Opinion
54034.
SUBMITTED MAY 23, 1977.
DECIDED OCTOBER 4, 1977.
Theft by taking. Dougherty Superior Court. Before Judge Kelley.
Clayton Jones, Jr., for appellant.
William S. Lee, District Attorney, Loring A. Gray, Jr., Assistant District Attorney, for appellee.
The appellant was convicted by a jury of theft by taking and appeals the judgment contending the evidence varied from the proof and the circumstantial evidence was insufficient to rule out reasonable hypotheses of innocence. We affirm.

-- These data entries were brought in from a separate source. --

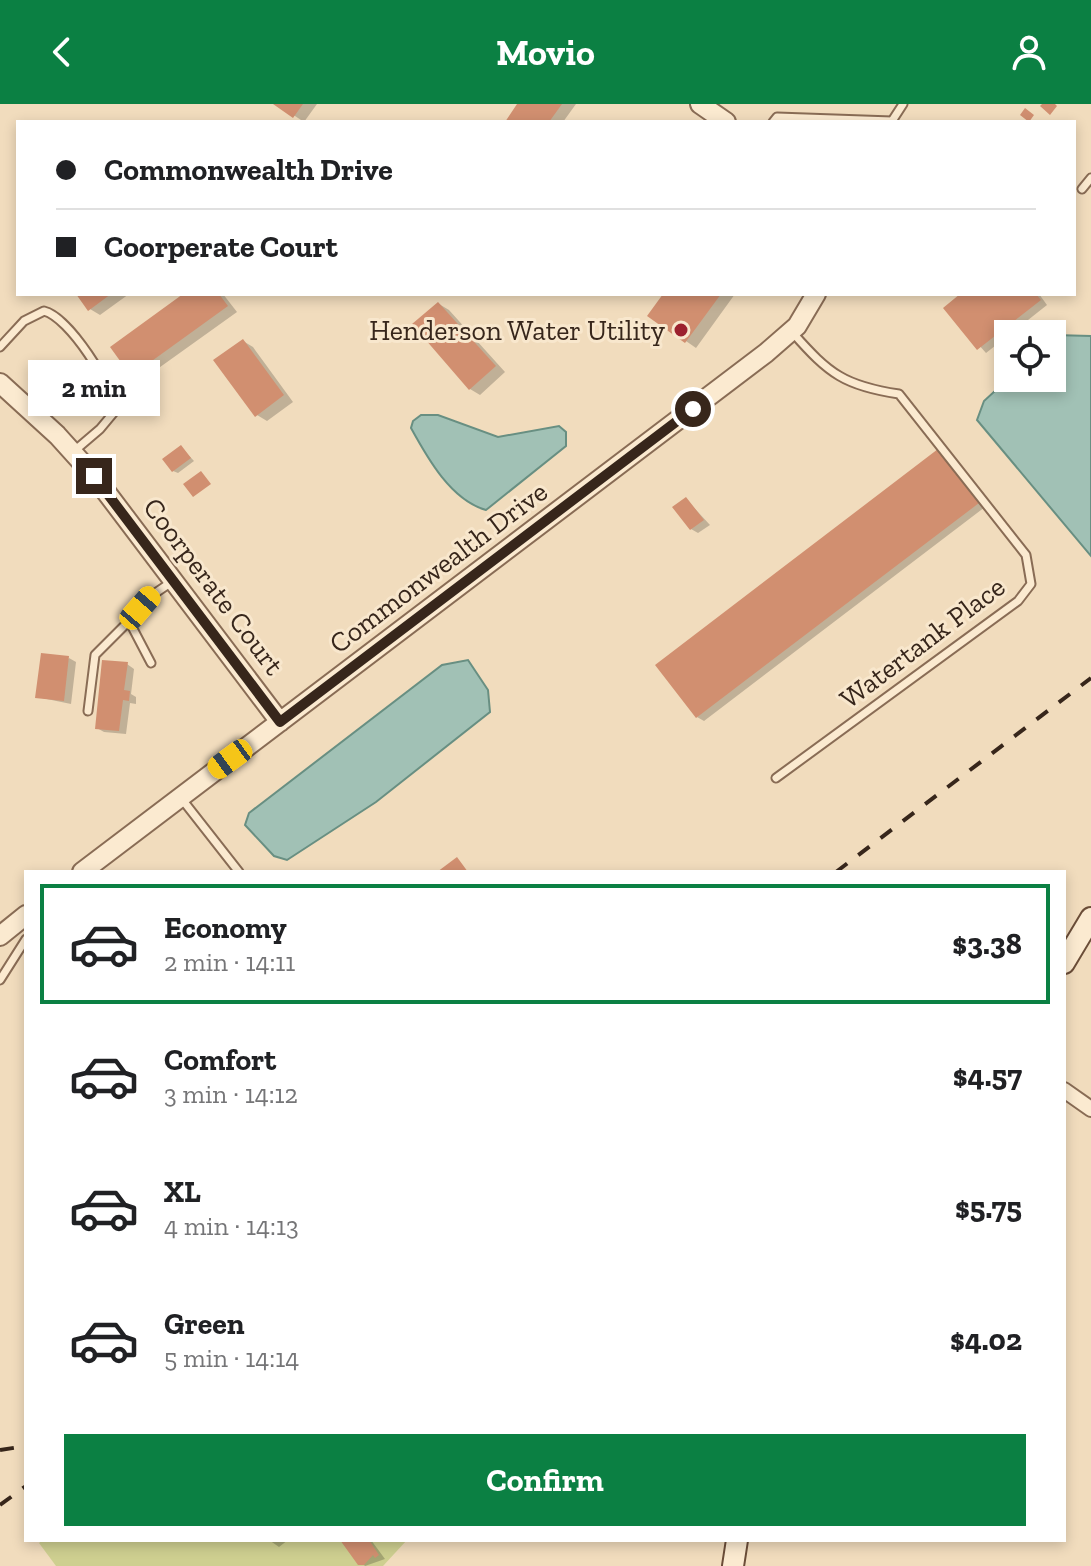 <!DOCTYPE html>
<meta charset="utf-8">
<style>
body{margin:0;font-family:"Zilla Slab",serif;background:#f2f2f2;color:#202124;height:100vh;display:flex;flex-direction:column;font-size:30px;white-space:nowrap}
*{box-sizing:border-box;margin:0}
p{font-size:26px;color:#757577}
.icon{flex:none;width:44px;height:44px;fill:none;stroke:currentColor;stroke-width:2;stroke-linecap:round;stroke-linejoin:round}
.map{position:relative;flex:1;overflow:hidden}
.sheet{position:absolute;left:24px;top:766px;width:1042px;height:672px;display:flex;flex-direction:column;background:#fff;border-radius:0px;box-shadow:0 4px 12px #0003}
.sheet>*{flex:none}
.guide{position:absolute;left:16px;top:16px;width:1060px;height:176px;border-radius:0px;box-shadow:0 4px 12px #0003;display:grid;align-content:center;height:176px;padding:0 40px;background:#fff}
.buttons{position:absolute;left:994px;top:216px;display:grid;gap:16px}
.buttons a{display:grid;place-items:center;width:72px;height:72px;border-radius:0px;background:#fff;box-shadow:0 4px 12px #0003;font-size:40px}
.end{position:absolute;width:36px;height:36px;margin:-18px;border:10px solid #37261b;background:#fff;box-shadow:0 0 0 4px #fff}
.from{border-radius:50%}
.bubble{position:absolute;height:56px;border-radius:0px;background:#fff;box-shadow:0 4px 12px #0003;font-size:26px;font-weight:700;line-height:56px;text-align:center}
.car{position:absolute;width:24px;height:48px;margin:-24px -12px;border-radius:10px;box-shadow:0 0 6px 2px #0007;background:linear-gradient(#f5c518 24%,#345 0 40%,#f5c518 0 76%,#345 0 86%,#f5c518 0)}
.guide b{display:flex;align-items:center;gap:28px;height:76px;font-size:30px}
.guide b+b{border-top:2px solid #e0e0e0}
.guide i{width:20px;height:20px;background:#202124}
ul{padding:14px 0 0;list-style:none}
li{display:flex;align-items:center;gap:24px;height:120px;margin:0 16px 12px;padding:0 24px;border:4px solid transparent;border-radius:0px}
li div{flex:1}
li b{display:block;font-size:30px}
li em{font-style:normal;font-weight:700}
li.active{border-color:#0b8043}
li>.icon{width:72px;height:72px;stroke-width:1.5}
.action{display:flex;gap:16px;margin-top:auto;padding:16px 40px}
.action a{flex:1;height:92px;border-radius:0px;background:#0b8043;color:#fff;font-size:32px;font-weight:700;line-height:92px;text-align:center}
header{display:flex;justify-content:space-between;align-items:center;height:104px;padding:0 40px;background:#0b8043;color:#fff;font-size:36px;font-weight:700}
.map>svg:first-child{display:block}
.green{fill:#cecf90}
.water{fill:#a1c1b5;stroke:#688f82;stroke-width:2}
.shadow{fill:#0003}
.building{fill:#d18f70}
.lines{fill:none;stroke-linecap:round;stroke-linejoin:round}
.service-casing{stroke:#896c55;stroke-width:11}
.minor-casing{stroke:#896c55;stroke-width:18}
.tertiary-casing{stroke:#896c55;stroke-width:22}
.secondary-casing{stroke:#6b4d38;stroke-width:24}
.service{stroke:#fbead0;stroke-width:7}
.minor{stroke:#fbead0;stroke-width:14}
.tertiary{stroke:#fbead0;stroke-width:18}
.secondary{stroke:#fbead0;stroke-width:20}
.rail{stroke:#37261b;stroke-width:4;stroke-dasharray:14 14;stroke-linecap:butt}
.route{stroke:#37261b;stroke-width:10}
.poi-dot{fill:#9c212e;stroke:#f8e7cd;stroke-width:3}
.labels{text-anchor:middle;stroke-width:6;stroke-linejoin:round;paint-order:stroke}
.poi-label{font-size:28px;fill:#37261b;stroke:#f8e7cd;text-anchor:end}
.street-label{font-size:28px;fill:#37261b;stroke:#f8e7cd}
</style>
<header><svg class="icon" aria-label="back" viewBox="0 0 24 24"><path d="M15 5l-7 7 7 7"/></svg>Movio<svg class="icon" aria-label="person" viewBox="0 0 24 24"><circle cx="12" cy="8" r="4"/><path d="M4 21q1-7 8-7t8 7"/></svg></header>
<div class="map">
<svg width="1091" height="1462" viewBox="0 0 1091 1462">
<rect width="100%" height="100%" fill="#f1dcbd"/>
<path class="green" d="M43 1436H407L383 1462H56L39 1439Z"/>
<path class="water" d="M1054 231 1091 232V452L977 316 984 297 1009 274H1052Z
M421 311H438L498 333 559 322 566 328V342L486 406C451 396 428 355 411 324L413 317Z
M468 556 488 586 490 608 376 698 287 756 274 752 245 721 249 709 442 561Z"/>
<path class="shadow" d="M277 0H317L304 18Z
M520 0H576L563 18H507Z
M79 190H129L100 211 90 205Z
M186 190H223L237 208 142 276 132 270Z
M666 190H735L696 244 650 212Z
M963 190H1039L1047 201 986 249 946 204Z
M439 200 449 206 505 268 480 291 470 285Z
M243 237 253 243 293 298 267 317 257 311Z
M181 343 194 357 178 369 173 367Z
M938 348 945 352 985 403 704 617 697 613Z
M686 395 710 421 698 429 691 425Z
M69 554 76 558 71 600 37 593Z
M127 560 134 565 131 590 136 593V600L130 599 126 630 104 628 97 624Z
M269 1436H288L279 1443Z
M343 1436H371L385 1455 365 1462Z"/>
<path class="building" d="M273 0H303L293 14Z
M517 0H562L549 18H505Z
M1042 0H1055L1057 2 1050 11 1040 2Z
M1025 4 1034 11 1029 18 1020 11Z
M76 190H111L88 207Z
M183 190H219L228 202 131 272 110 243Z
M663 190H721L685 239 647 212Z
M960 190H1036L1041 196 977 246 943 204Z
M438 198 496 262 469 286 412 220Z
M243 235 284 291 255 313 213 256Z
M181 341 191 354 172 368 162 355Z
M938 345 979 399 696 614 655 561Z
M201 367 211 380 193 393 183 380Z
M686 393 704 416 690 426 672 403Z
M41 549 69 552 64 597 35 594Z
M102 556 128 558 124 586 130 587 129 597 123 596 119 627 95 625Z
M457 753 468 768H437Z
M340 1436H369L379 1451 375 1454 373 1451 364 1461H358Z"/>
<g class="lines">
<g class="service-casing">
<path id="service" d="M773 18 777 13 892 17 903 0
M1082 85 1091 74
M0 243 24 217 44 207C69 213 113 282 115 307L100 325 73 348
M151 559 129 517 151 492 173 477
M88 607 95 551 129 517
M776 674 1018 497 1031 480 1026 451 899 290C845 282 829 270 793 229
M181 694 239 768
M0 876 26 835"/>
</g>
<g class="minor-casing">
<path id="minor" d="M1064 986 1091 1005"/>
</g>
<g class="tertiary-casing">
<path id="tertiary" d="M700 0 726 18
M0 279 57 331 94 372 280 618
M82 768 766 249 797 222 816 190
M0 832 26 811"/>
</g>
<g class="secondary-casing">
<path id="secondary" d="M1064 859 1091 814
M733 1462 737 1436"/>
</g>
<use href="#service" class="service"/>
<use href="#minor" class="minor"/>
<use href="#tertiary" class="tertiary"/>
<use href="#secondary" class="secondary"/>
<path class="rail" d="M836 768 1091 574
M0 1346 26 1342
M0 1401 26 1382"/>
</g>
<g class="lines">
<path class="route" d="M94 372 280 618 693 305"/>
</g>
<circle class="poi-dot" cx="681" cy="226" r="8"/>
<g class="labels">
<g class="poi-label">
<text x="665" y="236">Henderson Water Utility</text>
</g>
<g class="street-label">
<text transform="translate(438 463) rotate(-37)" y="10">Commonwealth Drive</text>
<text transform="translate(214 482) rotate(53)" y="10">Coorperate Court</text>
<text transform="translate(922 538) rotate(-37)" y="10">Watertank Place</text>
</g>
</g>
</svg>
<div class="buttons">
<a><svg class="icon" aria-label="locate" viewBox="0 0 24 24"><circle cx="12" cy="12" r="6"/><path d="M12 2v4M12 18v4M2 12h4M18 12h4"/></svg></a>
</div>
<i class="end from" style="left:693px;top:305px"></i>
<i class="end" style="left:94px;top:372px"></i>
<div class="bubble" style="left:28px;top:256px;width:132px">2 min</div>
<i class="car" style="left:140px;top:504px;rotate:41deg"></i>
<i class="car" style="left:230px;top:655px;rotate:234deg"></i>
<div class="guide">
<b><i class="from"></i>Commonwealth Drive</b>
<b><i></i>Coorperate Court</b>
</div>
<section class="sheet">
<ul>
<li class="active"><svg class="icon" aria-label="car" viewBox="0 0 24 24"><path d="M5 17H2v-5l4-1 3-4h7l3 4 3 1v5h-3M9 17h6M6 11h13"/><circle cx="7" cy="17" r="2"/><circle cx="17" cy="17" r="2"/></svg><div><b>Economy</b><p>2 min · 14:11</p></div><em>$3.38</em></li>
<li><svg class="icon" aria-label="car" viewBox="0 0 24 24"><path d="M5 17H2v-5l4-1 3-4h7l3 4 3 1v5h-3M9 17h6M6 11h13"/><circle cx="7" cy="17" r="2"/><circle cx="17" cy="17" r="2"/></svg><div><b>Comfort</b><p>3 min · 14:12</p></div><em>$4.57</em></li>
<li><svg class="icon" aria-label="car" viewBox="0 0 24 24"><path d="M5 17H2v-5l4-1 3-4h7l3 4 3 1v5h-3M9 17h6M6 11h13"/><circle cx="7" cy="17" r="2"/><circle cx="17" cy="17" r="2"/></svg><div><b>XL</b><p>4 min · 14:13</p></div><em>$5.75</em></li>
<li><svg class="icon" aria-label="car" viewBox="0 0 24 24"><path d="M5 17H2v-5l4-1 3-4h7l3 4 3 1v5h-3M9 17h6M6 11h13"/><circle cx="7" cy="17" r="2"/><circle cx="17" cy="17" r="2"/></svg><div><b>Green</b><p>5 min · 14:14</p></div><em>$4.02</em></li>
</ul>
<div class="action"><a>Confirm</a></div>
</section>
</div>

1. The indictment charged theft of a J. C. Penney television, serial number F66230410, of the value of $139.95. The only proof concerning the stolen item showed it to be a television, with a serial number and value exactly as charged. There was no proof offered that the television was a "J. C. Penney" brand. This lack of proof amounted to a variance, but a variance is not fatal unless it misinforms the defendant or leaves him open to subsequent prosecutions for the same offense. See DePalma v. State, 225 Ga. 465 ( 169 S.E.2d 801) and Dobbs v. State, 235 Ga. 800 ( 221 S.E.2d 576) incorporating the test of Berger v. United States, 295 U.S. 78, 82 ( 55 SC 629, 79 LE 1314). The question is whether there has been such a variance as to affect the substantial rights of the defendant. Foster v. State, 142 Ga. App. 805 (Smith, J., dissenting). The proof here conformed with a nine-character serial number, as well as with the general description of the stolen item, and it cannot be said that the substantial rights of the defendant were prejudiced.
2. The evidence supported the verdict. The jury was fully and correctly instructed that it must rule out every reasonable exculpatory hypothesis which might explain the defendant's conduct. Although such hypotheses were advanced, the jury was authorized to conclude that they were not reasonable.
Judgment affirmed. Bell, C. J., and McMurray, J., concur.